The steroid receptor RNA activator gene is an unusual gene that expresses two different transcripts by alternative splicing of the first intron: (1) the lncRNA SRA and (2) the SRAP protein gene (Hube et al., 2006). SRA co-activates PPAR-gamma, inducing adipogenesis (Xu et al., 2010; Liu et al., 2014) and it may also regulate lipid metabolism (Marion-Letellier et al., 2015). Interestingly, the over-expression of SRA has been associated with poor prognosis in endometrial cancer (Smolle et al., 2015). The lncRNA-DYNLRB2-2 responds to oxidized-LDL to promote ABCA1-mediated cholesterol efflux (Hu et al., 2014). In prostate cancer, the ox-LDL/lncRNA-DYNLRB2-2 circuit might be involved in the promotion of proliferation, migration and invasion rates (Wan et al., 2015). Experiments in animal models showed that the lncLSTR (lncRNA-liver-specific triglyceride regulator), a liver-enriched lncRNA, physiologically contributes to triglyceride metabolism by enhancing Cyp8b1 expression, a molecule involved in bile acid synthesis. Furthermore, Cyp8b1 is down-modulated in primary hepatocytes in which lncLSTR is depleted, suggesting a regulatory activity over Cy8b1 as one of its downstream responsive genes (Li et al., 2015a).
Amino Acid Metabolism
Apart from other energetic sources, amino acids are important substrates that sustain mitochondrial metabolism and support the biosynthesis of proteins, lipids, and other macromolecules. Alterations in amino acid metabolism are also common in cancer cells (Figure 3).

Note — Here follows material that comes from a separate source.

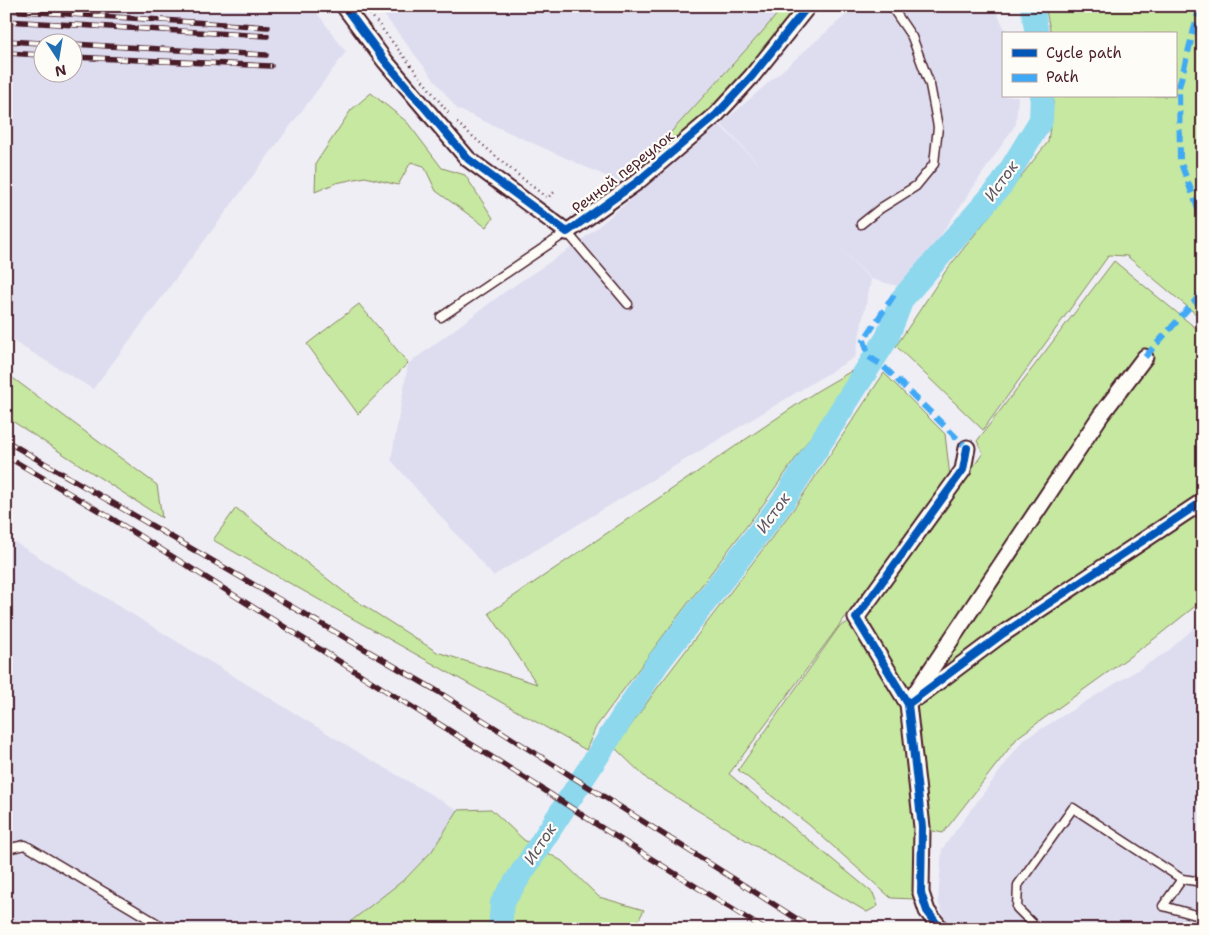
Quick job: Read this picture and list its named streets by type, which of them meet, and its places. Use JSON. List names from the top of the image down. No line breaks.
{"streets":{"street":["Речной переулок"]},"water":["Исток"],"legend":["Cycle path","Path"],"north":"bottom"}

Glutamine metabolism seems to have a critical role in cancer programs, and has been implicated in tumor formation and metastasis (DeBerardinis and Cheng, 2010), as well as being an important source of tumor energy (Li and Zhang, 2016). miRNAs have also been reported to regulate amino acid catabolism, for example, in kidney cancer miR-23b* regulates proline oxidase, which is the first enzyme involved in the conversion of proline to glutamic acid (Liu et al., 2012). Interestingly, the lncRNA CCAT2 participates in the alternative splicing of glutaminase (GLS), an enzyme that catalyzes the hydrolysis of glutamine to glutamate (Redis et al., 2016), where glutamate can be further deaminated to a-Ketoglutarate by glutamate dehydrogenase (GDH) and incorporated into the tricarboxylic acid cycle (Li and Zhang, 2016). Another lncRNA involved in glutamine metabolism is PCGEM1 an androgen-induced prostate specific lncRNA, which regulates expression of enzymes such as GLS, Glutathione Reductase (GSR), and type I gamma-glutamyltransferase (GGT1) in prostate tumors (Hung et al., 2014).

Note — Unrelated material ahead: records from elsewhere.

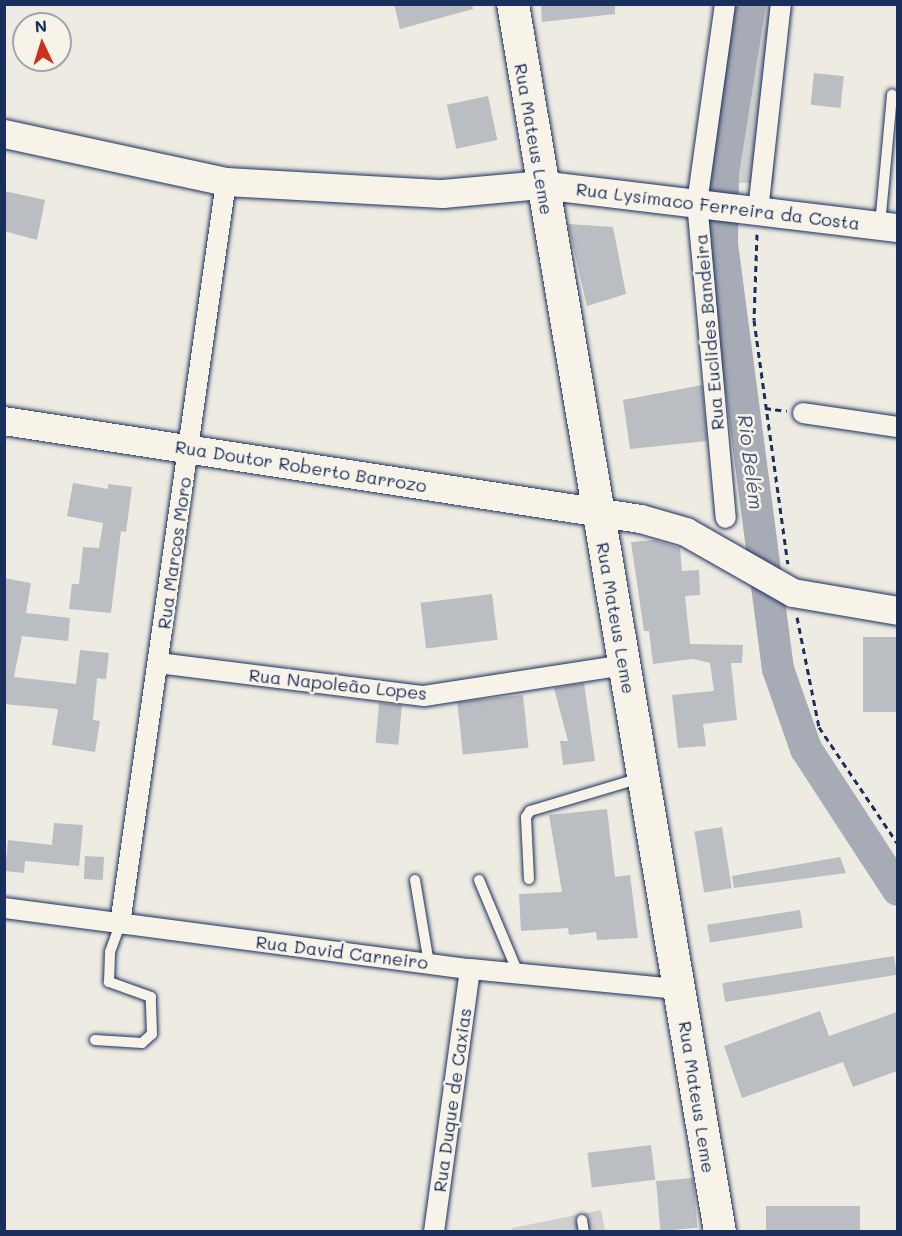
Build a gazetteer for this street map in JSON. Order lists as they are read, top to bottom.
{
  "streets": {
    "main road": ["Rua Mateus Leme", "Rua Lysímaco Ferreira da Costa", "Rua Doutor Roberto Barrozo"],
    "street": [
      "Rua Euclides Bandeira",
      "Rua Marcos Moro",
      "Rua Napoleão Lopes",
      "Rua David Carneiro",
      "Rua Duque de Caxias"
    ]
  },
  "crossings": [
    ["Rua Mateus Leme", "Rua Lysímaco Ferreira da Costa"],
    ["Rua Mateus Leme", "Rua Doutor Roberto Barrozo"],
    ["Rua Mateus Leme", "Rua Napoleão Lopes"],
    ["Rua Mateus Leme", "Rua David Carneiro"],
    ["Rua Lysímaco Ferreira da Costa", "Rua Euclides Bandeira"],
    ["Rua Lysímaco Ferreira da Costa", "Rua Marcos Moro"],
    ["Rua Doutor Roberto Barrozo", "Rua Marcos Moro"],
    ["Rua Marcos Moro", "Rua Napoleão Lopes"],
    ["Rua Marcos Moro", "Rua David Carneiro"],
    ["Rua David Carneiro", "Rua Duque de Caxias"]
  ],
  "water": ["Rio Belém"],
  "north": "top"
}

Redundant regulation by ncRNAs reveals that metabolic pathways in cancer are finely regulated, acting at different cellular levels. Consequently, understanding these processes will enable future development of anti-metabolite therapies to target specific energetic signals altered in oncogenic lesions.
Mitochondrial Metabolism in Cancer and Its Relation with ncRNA
The partial maintenance of mitochondrial function in glycolytic cells appears essential for cancer cell development. Thus, the tumor must balance the bioenergetic requirements to grow, proliferate, and survive within the energetic restrictions and metabolic pathways. Mitochondria are in fact, the main intracellular producers of reactive oxygen species (ROS) as part of adenosine triphosphate (ATP) production through oxidative phosphorylation (OXPHOS). This organelle is responsible for converting available nutrients into the fundamental blocks required for cell maintenance (Ahn and Metallo, 2015), such as fatty acids, cholesterol and proteins (Kamphorst et al., 2013). Therefore, mitochondrial alterations have been implicated in the etiology of many diseases including cancer. The metabolic reprogramming of the mitochondrial network in tumoral programs is achieved through several mechanisms, including ncRNAs transcribed both in the nuclear and in the mitochondrial genome (mtDNA). ncRNAs can actively regulate mitochondrial metabolism by controlling structural and functional mechanisms that respond to changes in energy requirements or environmental conditions (Benard et al., 2010; Figure 4).
Figure 4. Overview of ncRNA regulatory network over OXPHO in cancer. In this picture we show how ncRNAs are involved in the regulation of OXPHOS, generation of ROS, or mediating alternative splicing of mitochondrial enzymes.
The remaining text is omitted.